Article Text
Abstract
Introduction Studies on female nurses have reported a higher breast cancer risk among night shift (NS) workers, without a clear understanding of the underlying biological mechanisms.
Aim To assess the association between night shiftwork and molecular alterations potentially related to a higher carcinogenic risk, in details: DNA methylation of estrogen receptor (ER-Alpha, ER-Beta) and tumor suppressor (BRCA1, BRCA2, p53, p16) genes, global DNA methylation estimated on repeated elements (LINE-1, Alu), and telomere length (TL).

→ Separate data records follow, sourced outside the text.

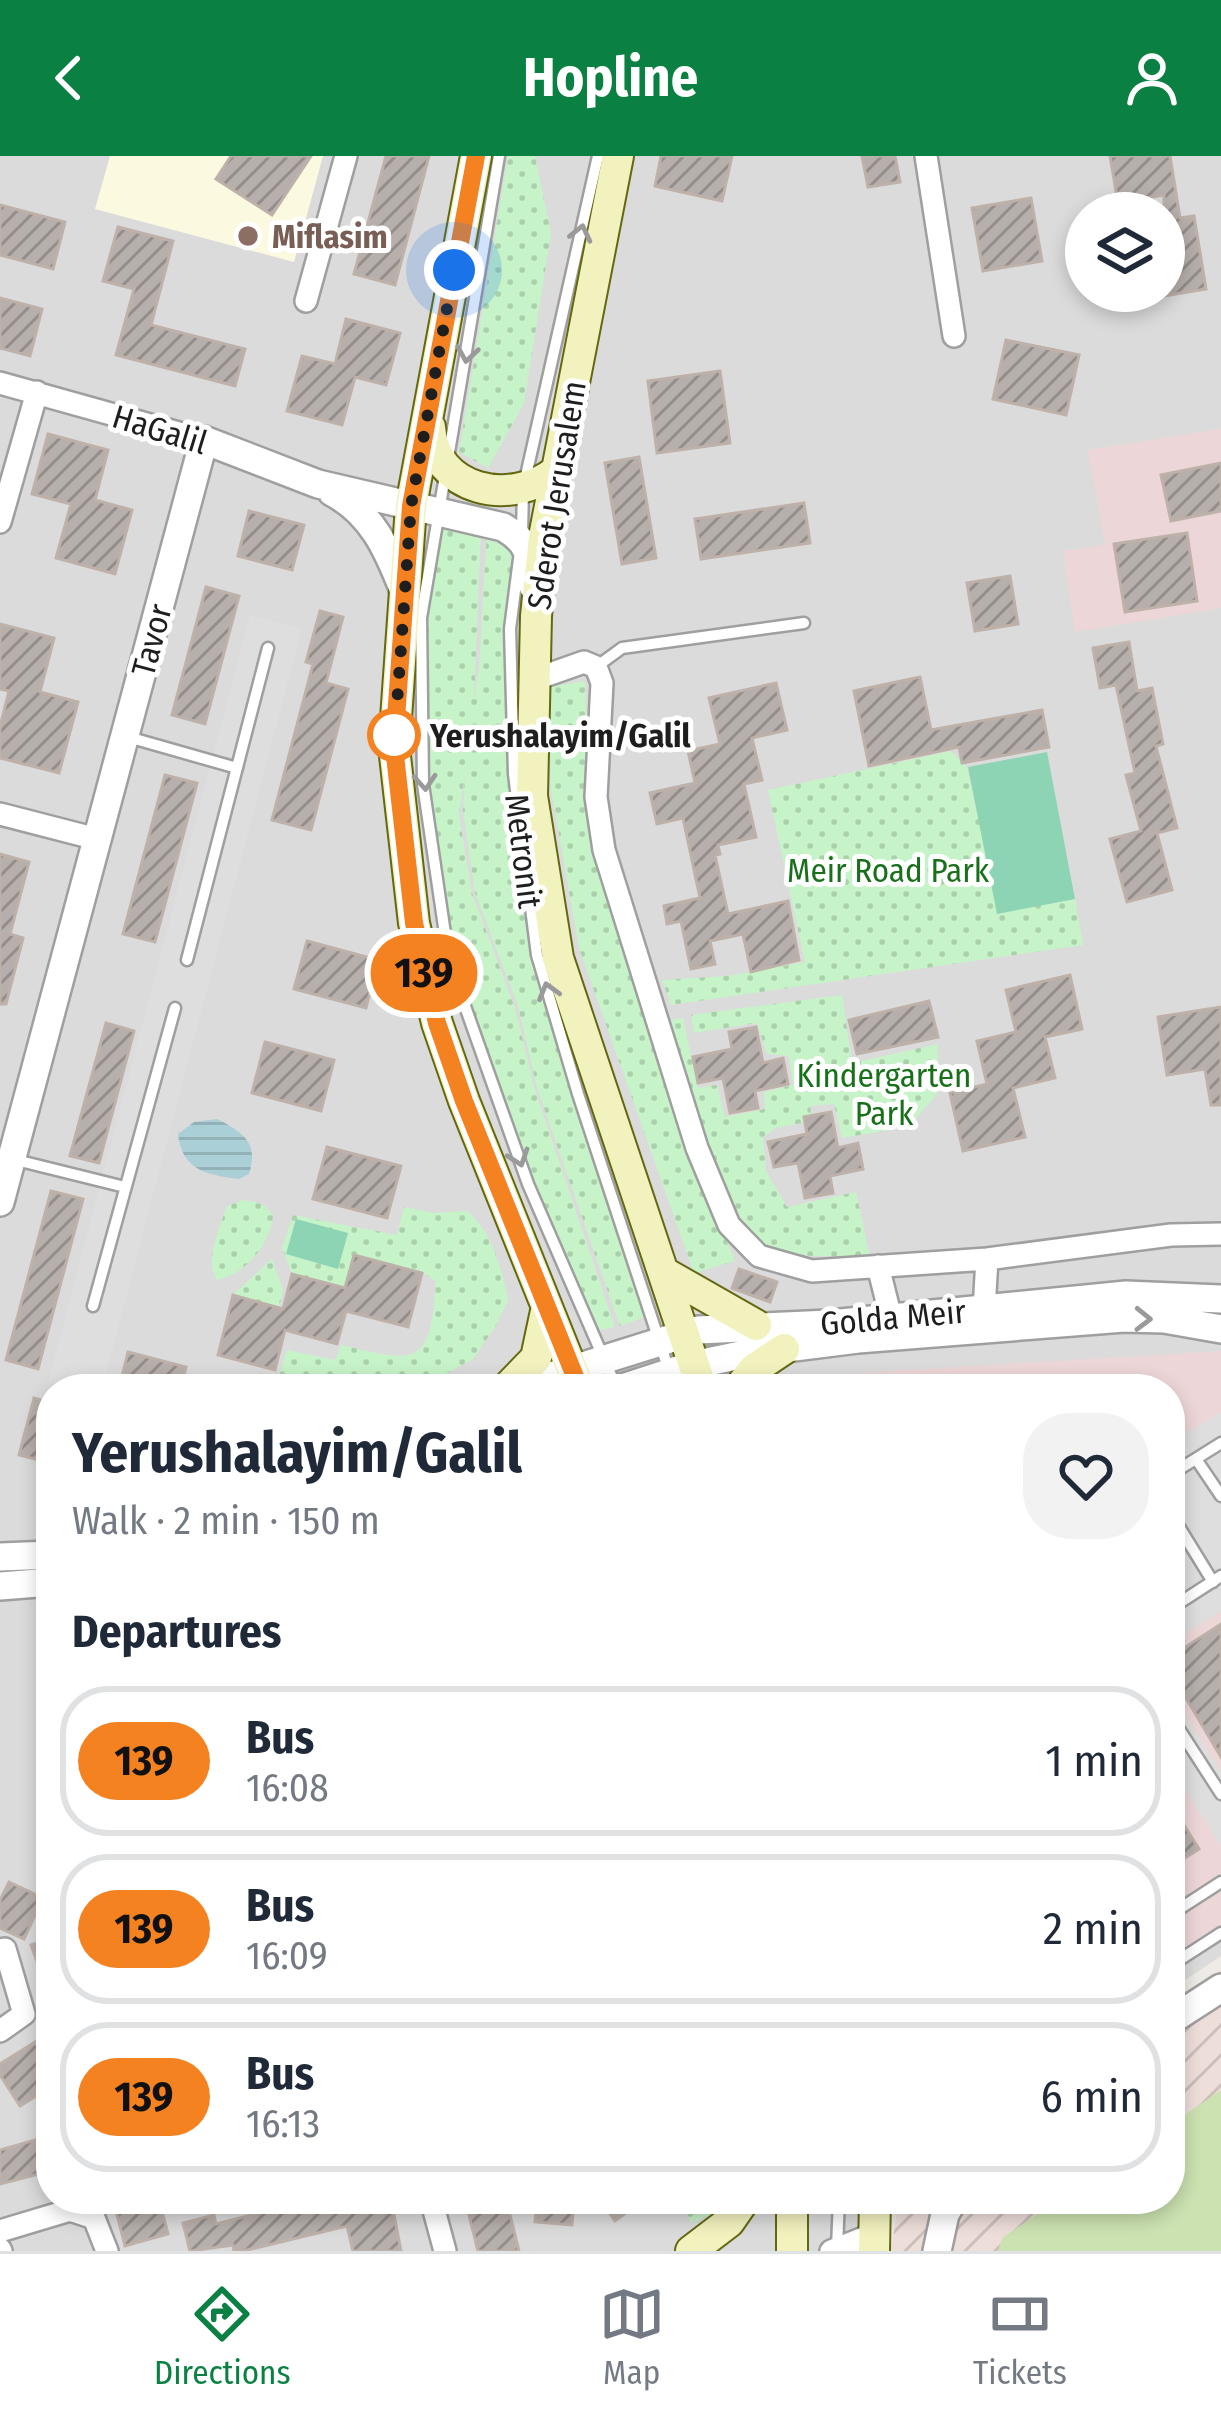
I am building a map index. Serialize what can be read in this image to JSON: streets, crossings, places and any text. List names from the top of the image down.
{
  "streets": {
    "main road": ["Sderot Jerusalem"],
    "street": ["HaGalil", "Tavor", "Golda Meir"],
    "lane": ["Metronit"]
  },
  "crossings": [
    ["HaGalil", "Tavor"],
    ["HaGalil", "Metronit"],
    ["Sderot Jerusalem", "Metronit"],
    ["Sderot Jerusalem", "Golda Meir"],
    ["Metronit", "Golda Meir"]
  ],
  "parks": ["Meir Road Park", "Kindergarten Park"],
  "places": ["Miflasim", "Yerushalayim/Galil"],
  "lines": ["bus line 139"],
  "page": {
    "header": "Hopline",
    "on_map": "139",
    "heading": [
      ["Yerushalayim/Galil", "Walk · 2 min · 150 m"],
      "Departures"
    ],
    "list": [
      {
        "mark": "139",
        "name": "Bus",
        "note": "16:08",
        "value": "1 min"
      },
      {
        "mark": "139",
        "name": "Bus",
        "note": "16:09",
        "value": "2 min"
      },
      {
        "mark": "139",
        "name": "Bus",
        "note": "16:13",
        "value": "6 min"
      }
    ],
    "tabs": ["Directions", "Map", "Tickets"]
  }
}
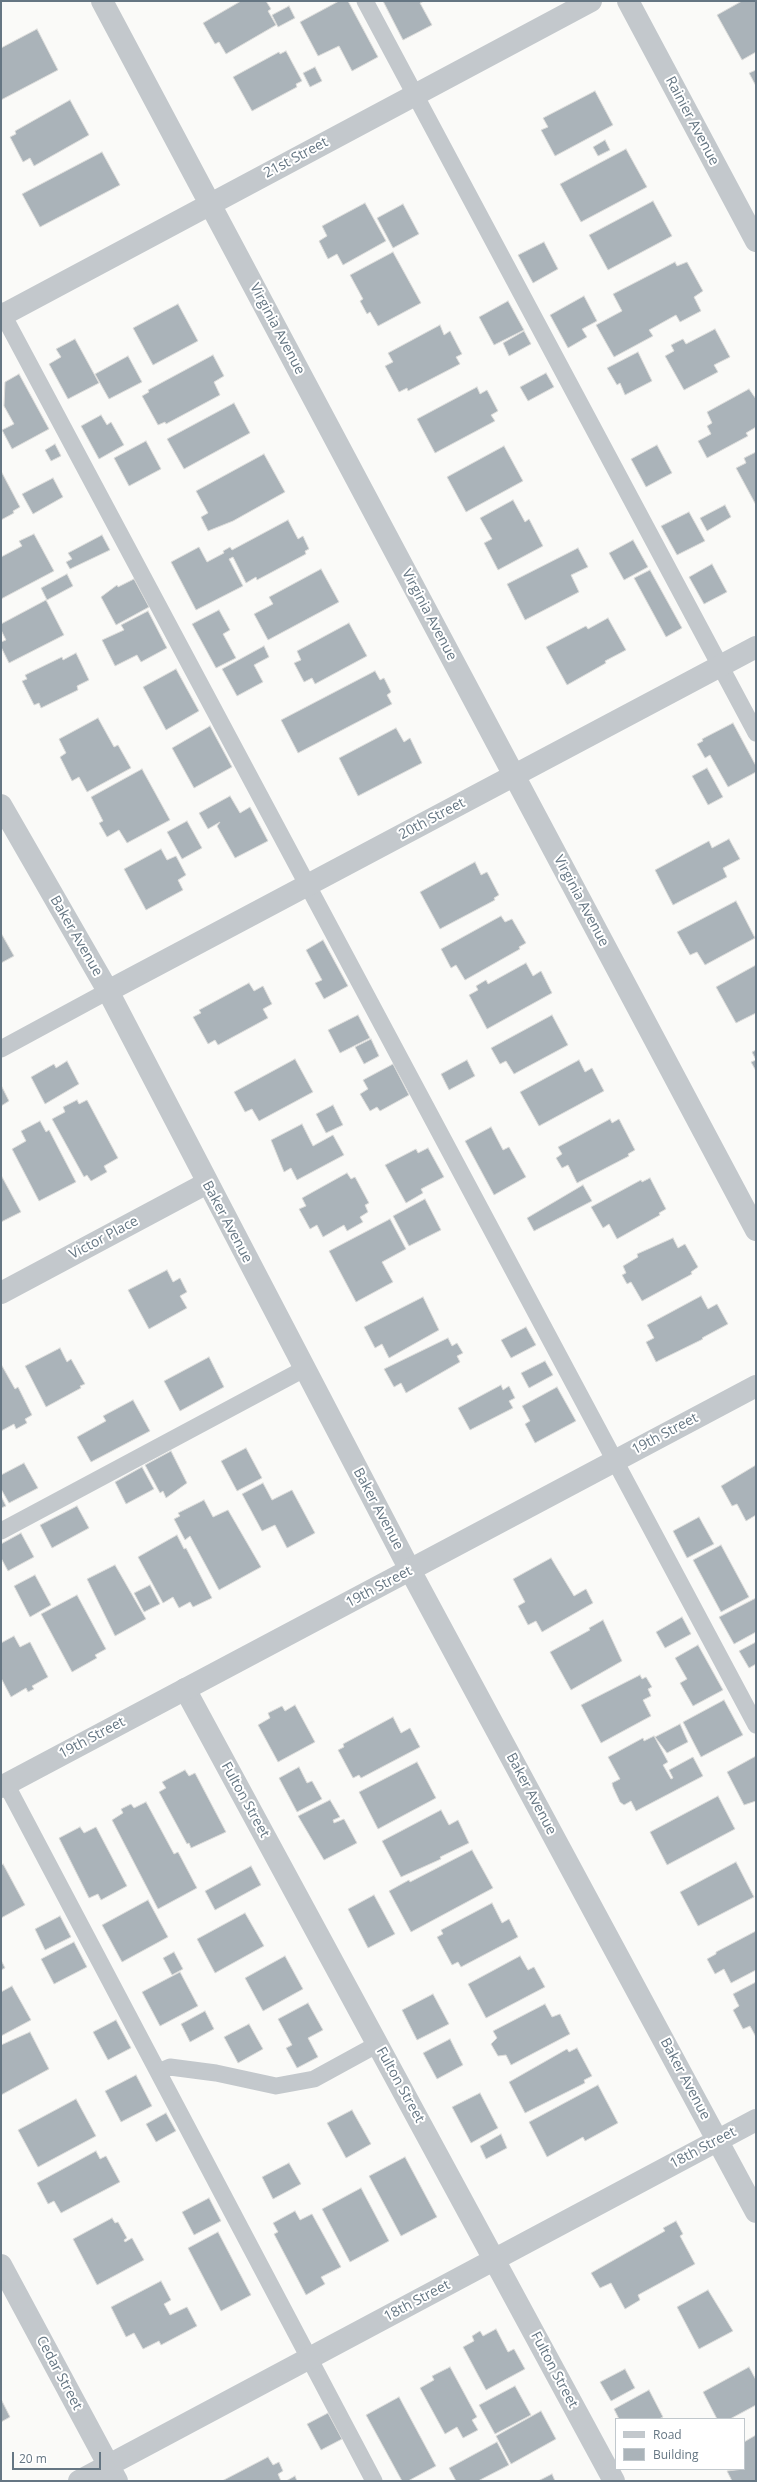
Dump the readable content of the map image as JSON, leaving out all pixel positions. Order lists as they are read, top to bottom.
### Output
{
  "streets": {
    "street": [
      "Rainier Avenue",
      "21st Street",
      "Virginia Avenue",
      "20th Street",
      "Baker Avenue",
      "Victor Place",
      "19th Street",
      "Fulton Street",
      "18th Street",
      "Cedar Street"
    ]
  },
  "crossings": [
    ["21st Street", "Virginia Avenue"],
    ["Virginia Avenue", "20th Street"],
    ["20th Street", "Baker Avenue"],
    ["Baker Avenue", "Victor Place"],
    ["Baker Avenue", "19th Street"],
    ["Baker Avenue", "18th Street"],
    ["19th Street", "Fulton Street"],
    ["Fulton Street", "18th Street"],
    ["18th Street", "Cedar Street"]
  ],
  "legend": ["Road", "Building"],
  "scale_bar": "20 m"
}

Methods 46 female nurses who had been working in NS for at least two years in a Hospital in Milan, Italy, were matched by age (30–45 years) and length of service (at least 5 years) with 51 female colleagues not working in NS. Each subject was administered a structured questionnaire and withdrawn a 12 ml blood sample. We applied linear regression models adjusted for age, BMI, smoking habit, parity, and oral contraceptive use.
Results Currently working in NS (yes/no) was associated with hypomethylation of ER-Alpha (β: −1.635, 95% CI: −2.715; −0.554). When examining both current and former NS workers, the number of years (NY) in NS was associated with hypermethylation of Alu (β: 0.078, 95% CI: 0.016; 0.138). After graphical inspection of the association between NYNS and TL, we classified the study population according to NS duration (<15 vs.≥15 years). Among workers with at least 15 years of NS, NYNS was associated with TL reduction (β: −0.065, 95% CI: −0.122; −0.008) and hypomethylation of ER-Alpha (β: −2.009, 95% CI: −3.164; −0.853). Association between NYNS and hypermethylation of p53, p16, BRCA1, BRCA2, and LINE-1 was much stronger, albeit not significant, in workers with at least 15 years of NS.
Conclusions Our findings show NS-associated epigenetic alterations that might be involved in processes such as cellular aging, genomic instability, and cancer development.